___ The input ___

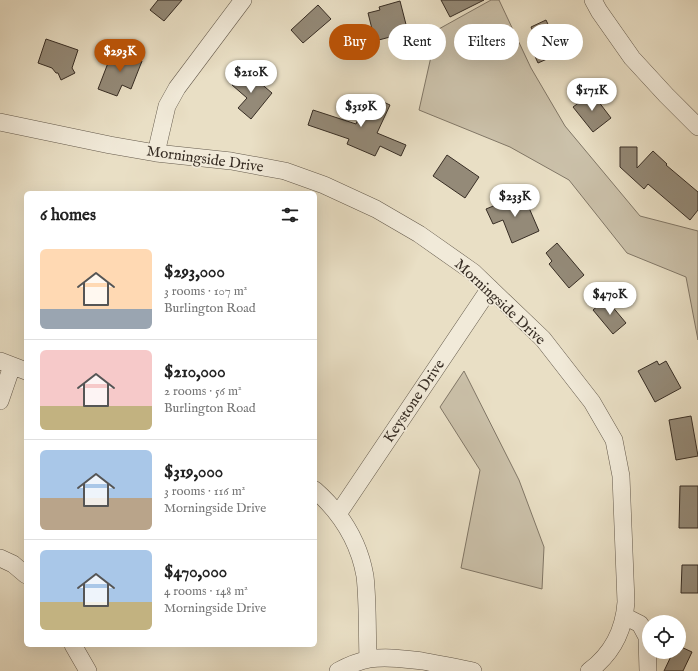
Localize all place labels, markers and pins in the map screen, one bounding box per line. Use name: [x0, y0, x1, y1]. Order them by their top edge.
pin: $293K: [92, 39, 148, 73]
pin: $210K: [223, 60, 279, 94]
pin: $171K: [564, 78, 620, 112]
pin: $319K: [333, 94, 389, 128]
pin: $233K: [487, 184, 543, 218]
pin: $470K: [582, 282, 638, 316]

___

Could you transcribe the records above exactly, leaving every picture out?

_Answer space_
Localize all place labels, markers and pins in the map screen, one bounding box per line. Use name: [x0, y0, x1, y1]. Order them by their top edge.
pin: $293K: [92, 39, 148, 73]
pin: $210K: [223, 60, 279, 94]
pin: $171K: [564, 78, 620, 112]
pin: $319K: [333, 94, 389, 128]
pin: $233K: [487, 184, 543, 218]
pin: $470K: [582, 282, 638, 316]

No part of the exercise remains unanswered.